◆ **THE RECORDS**:
______________________________
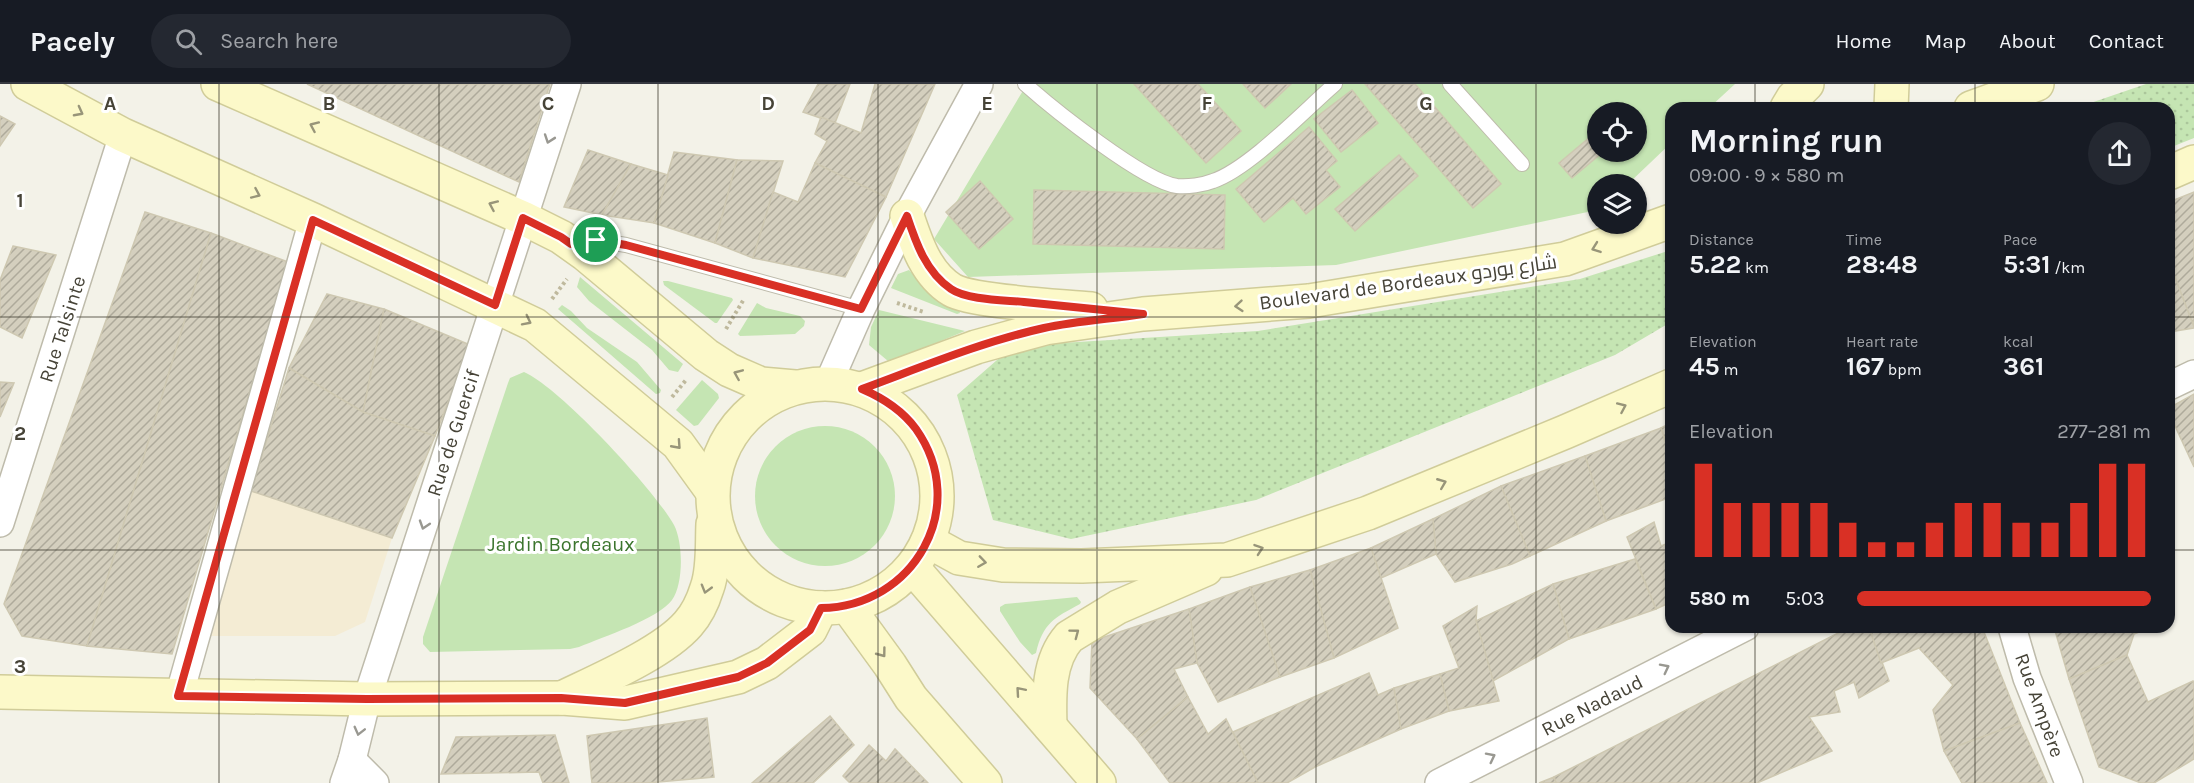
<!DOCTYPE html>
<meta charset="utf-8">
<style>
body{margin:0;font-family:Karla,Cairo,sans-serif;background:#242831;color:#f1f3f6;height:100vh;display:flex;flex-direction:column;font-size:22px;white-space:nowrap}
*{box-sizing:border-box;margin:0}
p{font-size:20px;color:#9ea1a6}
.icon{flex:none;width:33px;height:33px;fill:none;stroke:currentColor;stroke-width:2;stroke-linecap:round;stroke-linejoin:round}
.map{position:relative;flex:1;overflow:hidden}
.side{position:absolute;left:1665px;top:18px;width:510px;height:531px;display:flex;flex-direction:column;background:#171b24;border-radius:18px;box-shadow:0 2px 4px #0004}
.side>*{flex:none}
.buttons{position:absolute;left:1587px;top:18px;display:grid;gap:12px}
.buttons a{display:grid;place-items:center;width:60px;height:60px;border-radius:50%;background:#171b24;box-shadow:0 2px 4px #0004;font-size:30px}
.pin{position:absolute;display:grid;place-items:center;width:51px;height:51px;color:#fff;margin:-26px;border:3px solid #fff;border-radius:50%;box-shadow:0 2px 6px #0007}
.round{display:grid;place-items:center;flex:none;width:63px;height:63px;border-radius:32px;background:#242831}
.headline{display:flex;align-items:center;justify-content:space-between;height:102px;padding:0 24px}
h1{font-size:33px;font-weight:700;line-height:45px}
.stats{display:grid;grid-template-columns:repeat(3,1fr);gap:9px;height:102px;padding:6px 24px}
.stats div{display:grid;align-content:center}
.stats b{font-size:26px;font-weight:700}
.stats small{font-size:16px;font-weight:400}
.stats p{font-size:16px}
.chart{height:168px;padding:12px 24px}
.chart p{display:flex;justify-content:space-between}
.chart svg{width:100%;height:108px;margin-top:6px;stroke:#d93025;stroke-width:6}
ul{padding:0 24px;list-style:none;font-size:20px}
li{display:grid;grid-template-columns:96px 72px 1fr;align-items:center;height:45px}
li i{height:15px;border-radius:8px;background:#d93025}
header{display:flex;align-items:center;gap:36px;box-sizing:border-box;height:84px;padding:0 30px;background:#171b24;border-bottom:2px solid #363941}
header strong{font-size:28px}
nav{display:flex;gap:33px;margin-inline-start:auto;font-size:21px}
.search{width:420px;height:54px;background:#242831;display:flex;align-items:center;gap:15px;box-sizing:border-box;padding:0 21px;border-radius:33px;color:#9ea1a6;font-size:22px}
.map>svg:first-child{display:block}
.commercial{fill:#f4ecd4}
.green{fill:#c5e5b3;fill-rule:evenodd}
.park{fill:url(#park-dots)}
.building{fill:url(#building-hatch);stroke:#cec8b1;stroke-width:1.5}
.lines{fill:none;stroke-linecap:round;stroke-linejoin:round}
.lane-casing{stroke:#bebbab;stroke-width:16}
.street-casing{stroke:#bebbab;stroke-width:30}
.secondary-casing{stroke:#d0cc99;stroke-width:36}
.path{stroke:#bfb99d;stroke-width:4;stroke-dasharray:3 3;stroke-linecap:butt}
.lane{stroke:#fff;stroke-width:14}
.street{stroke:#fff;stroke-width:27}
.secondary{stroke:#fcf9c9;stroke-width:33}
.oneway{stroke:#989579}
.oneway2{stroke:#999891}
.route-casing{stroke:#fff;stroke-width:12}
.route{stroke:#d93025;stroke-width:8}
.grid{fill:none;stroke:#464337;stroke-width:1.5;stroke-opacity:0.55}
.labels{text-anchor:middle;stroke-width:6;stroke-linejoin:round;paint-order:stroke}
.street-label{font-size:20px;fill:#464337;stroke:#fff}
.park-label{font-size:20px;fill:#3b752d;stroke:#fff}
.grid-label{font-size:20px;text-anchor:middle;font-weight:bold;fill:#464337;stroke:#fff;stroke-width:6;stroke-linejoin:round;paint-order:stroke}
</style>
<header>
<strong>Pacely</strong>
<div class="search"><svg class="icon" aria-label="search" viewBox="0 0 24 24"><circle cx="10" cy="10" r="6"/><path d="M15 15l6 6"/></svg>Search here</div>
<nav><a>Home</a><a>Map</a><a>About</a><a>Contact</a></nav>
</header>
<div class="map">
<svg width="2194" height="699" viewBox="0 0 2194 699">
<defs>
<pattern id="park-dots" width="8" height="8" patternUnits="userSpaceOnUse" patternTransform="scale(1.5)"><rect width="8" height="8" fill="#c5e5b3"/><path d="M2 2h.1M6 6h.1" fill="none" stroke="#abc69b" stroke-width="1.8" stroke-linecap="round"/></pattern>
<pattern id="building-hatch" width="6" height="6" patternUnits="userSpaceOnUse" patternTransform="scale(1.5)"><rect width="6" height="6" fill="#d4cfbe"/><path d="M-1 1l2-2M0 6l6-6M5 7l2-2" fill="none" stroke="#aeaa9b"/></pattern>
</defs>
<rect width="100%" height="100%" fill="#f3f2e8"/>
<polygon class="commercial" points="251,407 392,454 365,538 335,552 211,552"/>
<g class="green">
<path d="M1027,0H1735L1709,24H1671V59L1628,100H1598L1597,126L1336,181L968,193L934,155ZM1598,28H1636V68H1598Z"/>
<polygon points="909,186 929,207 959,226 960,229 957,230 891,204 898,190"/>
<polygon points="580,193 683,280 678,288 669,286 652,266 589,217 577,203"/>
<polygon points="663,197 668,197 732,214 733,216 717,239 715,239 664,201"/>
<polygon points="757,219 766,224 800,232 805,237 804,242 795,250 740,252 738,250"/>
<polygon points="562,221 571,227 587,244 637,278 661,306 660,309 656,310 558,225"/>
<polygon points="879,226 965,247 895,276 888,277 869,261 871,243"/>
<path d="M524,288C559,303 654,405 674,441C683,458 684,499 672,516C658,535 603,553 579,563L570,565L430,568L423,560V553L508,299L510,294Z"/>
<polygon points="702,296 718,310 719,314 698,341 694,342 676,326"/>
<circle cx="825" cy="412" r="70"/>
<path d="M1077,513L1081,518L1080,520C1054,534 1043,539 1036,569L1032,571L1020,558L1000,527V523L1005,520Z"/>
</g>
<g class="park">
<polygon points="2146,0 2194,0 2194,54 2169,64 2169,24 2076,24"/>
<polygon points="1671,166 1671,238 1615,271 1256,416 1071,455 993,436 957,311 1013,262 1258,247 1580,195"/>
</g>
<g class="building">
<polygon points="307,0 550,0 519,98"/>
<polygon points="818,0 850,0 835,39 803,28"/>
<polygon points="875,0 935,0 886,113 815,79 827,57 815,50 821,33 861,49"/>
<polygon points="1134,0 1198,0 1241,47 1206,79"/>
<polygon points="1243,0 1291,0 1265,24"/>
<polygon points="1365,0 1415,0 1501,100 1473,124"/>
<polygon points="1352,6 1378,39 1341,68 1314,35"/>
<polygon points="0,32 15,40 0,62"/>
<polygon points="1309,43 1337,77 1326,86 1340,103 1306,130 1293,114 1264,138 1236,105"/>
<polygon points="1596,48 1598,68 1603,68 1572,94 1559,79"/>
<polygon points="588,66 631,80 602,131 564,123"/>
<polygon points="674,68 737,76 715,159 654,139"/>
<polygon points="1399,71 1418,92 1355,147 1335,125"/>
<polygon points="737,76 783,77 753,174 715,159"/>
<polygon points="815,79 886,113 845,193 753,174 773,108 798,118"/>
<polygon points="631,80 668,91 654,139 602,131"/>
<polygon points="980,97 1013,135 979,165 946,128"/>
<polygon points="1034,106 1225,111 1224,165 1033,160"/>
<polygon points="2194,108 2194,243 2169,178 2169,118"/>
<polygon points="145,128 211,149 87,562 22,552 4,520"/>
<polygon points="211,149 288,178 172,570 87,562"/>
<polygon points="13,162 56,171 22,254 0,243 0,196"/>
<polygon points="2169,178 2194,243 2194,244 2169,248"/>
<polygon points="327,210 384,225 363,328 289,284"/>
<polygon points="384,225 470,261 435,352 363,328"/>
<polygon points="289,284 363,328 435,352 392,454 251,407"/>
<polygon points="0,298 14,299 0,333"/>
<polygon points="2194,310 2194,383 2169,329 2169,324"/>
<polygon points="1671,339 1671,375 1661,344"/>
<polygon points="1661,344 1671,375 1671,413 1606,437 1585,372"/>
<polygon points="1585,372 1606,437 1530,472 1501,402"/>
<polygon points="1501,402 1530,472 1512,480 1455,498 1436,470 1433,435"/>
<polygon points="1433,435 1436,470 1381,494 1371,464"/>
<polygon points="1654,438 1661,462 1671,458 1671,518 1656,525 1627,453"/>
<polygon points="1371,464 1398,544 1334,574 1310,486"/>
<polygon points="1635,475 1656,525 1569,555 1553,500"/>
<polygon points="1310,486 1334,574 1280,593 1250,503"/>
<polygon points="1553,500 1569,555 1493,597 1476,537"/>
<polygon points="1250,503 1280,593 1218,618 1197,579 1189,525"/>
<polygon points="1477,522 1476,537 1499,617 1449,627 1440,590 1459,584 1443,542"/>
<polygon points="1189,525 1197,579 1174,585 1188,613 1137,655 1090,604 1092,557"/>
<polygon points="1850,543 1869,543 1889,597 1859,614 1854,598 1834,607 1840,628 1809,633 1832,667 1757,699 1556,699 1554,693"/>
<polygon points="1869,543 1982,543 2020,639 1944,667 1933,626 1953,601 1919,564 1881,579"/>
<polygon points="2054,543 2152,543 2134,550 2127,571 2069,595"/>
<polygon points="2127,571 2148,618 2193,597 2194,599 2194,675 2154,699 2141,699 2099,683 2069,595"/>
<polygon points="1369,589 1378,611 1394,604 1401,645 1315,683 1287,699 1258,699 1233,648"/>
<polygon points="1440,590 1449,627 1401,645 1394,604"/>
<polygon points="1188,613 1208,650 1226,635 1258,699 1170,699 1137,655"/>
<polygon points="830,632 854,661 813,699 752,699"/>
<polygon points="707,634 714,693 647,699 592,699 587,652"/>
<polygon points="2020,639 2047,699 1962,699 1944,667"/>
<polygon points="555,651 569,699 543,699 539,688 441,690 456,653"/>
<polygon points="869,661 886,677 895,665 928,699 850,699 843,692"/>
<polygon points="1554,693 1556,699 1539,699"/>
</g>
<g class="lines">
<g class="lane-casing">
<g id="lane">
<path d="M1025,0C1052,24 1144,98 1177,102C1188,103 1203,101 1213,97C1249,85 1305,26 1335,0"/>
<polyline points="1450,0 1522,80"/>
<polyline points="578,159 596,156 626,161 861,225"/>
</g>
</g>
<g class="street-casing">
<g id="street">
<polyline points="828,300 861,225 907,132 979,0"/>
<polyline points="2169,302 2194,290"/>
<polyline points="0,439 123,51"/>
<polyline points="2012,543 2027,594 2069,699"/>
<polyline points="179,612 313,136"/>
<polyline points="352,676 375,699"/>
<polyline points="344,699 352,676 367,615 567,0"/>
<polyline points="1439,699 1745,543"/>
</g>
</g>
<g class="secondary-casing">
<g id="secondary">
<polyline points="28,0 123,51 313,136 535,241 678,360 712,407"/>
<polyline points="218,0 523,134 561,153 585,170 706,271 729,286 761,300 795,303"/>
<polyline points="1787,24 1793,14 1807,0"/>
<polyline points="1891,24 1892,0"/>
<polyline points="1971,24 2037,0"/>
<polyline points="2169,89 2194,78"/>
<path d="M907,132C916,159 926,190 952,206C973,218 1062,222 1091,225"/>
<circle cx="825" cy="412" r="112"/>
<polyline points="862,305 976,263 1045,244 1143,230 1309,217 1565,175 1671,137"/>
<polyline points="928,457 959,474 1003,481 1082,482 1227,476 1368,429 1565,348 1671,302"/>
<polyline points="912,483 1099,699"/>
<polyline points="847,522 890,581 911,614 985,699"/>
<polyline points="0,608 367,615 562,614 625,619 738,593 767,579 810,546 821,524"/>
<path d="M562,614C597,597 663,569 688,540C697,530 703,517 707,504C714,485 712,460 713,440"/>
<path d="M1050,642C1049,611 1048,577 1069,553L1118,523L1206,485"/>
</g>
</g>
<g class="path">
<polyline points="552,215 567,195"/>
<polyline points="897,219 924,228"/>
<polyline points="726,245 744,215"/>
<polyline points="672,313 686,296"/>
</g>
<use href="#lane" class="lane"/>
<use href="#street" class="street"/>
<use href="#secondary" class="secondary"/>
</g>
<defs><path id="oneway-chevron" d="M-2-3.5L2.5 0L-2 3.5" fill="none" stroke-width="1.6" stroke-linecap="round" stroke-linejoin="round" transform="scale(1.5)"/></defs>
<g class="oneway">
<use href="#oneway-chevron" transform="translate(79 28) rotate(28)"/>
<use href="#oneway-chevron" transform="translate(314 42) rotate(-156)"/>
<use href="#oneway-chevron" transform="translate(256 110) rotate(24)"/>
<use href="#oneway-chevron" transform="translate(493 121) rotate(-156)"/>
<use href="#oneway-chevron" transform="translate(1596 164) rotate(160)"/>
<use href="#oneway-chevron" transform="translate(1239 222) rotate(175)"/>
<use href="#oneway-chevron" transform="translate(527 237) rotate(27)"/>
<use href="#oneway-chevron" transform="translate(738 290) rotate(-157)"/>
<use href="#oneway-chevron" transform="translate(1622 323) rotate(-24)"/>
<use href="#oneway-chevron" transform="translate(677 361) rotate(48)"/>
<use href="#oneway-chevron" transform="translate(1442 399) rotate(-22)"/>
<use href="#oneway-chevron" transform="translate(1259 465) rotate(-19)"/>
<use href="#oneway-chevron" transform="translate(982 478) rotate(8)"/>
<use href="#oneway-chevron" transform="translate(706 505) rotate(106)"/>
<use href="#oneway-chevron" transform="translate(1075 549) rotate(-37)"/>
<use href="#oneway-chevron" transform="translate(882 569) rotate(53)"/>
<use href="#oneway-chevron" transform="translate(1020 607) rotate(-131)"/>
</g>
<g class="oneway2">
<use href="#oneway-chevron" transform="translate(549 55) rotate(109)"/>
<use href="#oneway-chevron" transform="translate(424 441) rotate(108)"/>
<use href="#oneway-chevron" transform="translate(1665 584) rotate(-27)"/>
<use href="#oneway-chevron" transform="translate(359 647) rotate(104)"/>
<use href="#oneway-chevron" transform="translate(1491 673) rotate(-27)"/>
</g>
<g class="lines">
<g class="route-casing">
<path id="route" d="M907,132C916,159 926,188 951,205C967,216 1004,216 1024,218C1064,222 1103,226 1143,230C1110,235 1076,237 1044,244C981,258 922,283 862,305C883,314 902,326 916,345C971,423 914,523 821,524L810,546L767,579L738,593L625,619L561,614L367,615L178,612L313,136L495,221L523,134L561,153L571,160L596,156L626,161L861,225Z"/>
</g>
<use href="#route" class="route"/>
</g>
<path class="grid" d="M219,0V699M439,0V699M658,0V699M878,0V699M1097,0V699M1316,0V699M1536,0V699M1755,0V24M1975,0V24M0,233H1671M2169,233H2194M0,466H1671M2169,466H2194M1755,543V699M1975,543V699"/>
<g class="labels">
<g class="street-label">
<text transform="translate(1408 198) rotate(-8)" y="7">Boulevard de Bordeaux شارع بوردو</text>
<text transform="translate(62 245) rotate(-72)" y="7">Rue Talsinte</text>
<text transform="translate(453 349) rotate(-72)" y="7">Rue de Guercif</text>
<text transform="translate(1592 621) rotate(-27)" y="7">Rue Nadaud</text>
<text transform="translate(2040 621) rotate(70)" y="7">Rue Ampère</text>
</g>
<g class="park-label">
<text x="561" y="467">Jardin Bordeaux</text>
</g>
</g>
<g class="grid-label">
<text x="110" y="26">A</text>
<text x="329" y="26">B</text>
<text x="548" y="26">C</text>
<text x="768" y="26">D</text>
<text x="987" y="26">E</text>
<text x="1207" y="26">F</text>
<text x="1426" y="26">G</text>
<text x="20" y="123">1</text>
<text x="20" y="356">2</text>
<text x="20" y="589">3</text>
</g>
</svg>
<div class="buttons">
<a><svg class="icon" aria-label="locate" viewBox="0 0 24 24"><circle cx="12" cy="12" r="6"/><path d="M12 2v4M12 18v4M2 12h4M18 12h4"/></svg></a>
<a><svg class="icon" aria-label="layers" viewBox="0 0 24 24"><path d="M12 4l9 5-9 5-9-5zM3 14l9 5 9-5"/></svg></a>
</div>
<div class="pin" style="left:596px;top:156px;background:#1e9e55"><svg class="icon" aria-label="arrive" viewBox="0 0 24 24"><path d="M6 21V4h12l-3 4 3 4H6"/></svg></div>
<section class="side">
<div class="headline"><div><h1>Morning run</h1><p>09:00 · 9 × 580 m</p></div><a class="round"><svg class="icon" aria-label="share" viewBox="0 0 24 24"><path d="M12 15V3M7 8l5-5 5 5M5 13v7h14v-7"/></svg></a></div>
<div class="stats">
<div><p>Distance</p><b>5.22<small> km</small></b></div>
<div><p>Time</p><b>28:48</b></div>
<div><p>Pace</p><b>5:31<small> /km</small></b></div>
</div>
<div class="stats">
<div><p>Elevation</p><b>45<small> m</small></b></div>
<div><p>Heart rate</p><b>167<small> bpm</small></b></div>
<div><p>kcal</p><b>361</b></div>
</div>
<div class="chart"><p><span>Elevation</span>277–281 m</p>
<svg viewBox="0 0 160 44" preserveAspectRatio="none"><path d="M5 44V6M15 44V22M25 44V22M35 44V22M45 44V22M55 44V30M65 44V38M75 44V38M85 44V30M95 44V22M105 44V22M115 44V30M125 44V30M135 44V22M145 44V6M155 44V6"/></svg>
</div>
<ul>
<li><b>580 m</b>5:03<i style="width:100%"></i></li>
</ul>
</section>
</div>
______________________________
Please copy every line of the data that carries the string "position".

.map{position:relative;flex:1;overflow:hidden}
.side{position:absolute;left:1665px;top:18px;width:510px;height:531px;display:flex;flex-direction:column;background:#171b24;border-radius:18px;box-shadow:0 2px 4px #0004}
.buttons{position:absolute;left:1587px;top:18px;display:grid;gap:12px}
.pin{position:absolute;display:grid;place-items:center;width:51px;height:51px;color:#fff;margin:-26px;border:3px solid #fff;border-radius:50%;box-shadow:0 2px 6px #0007}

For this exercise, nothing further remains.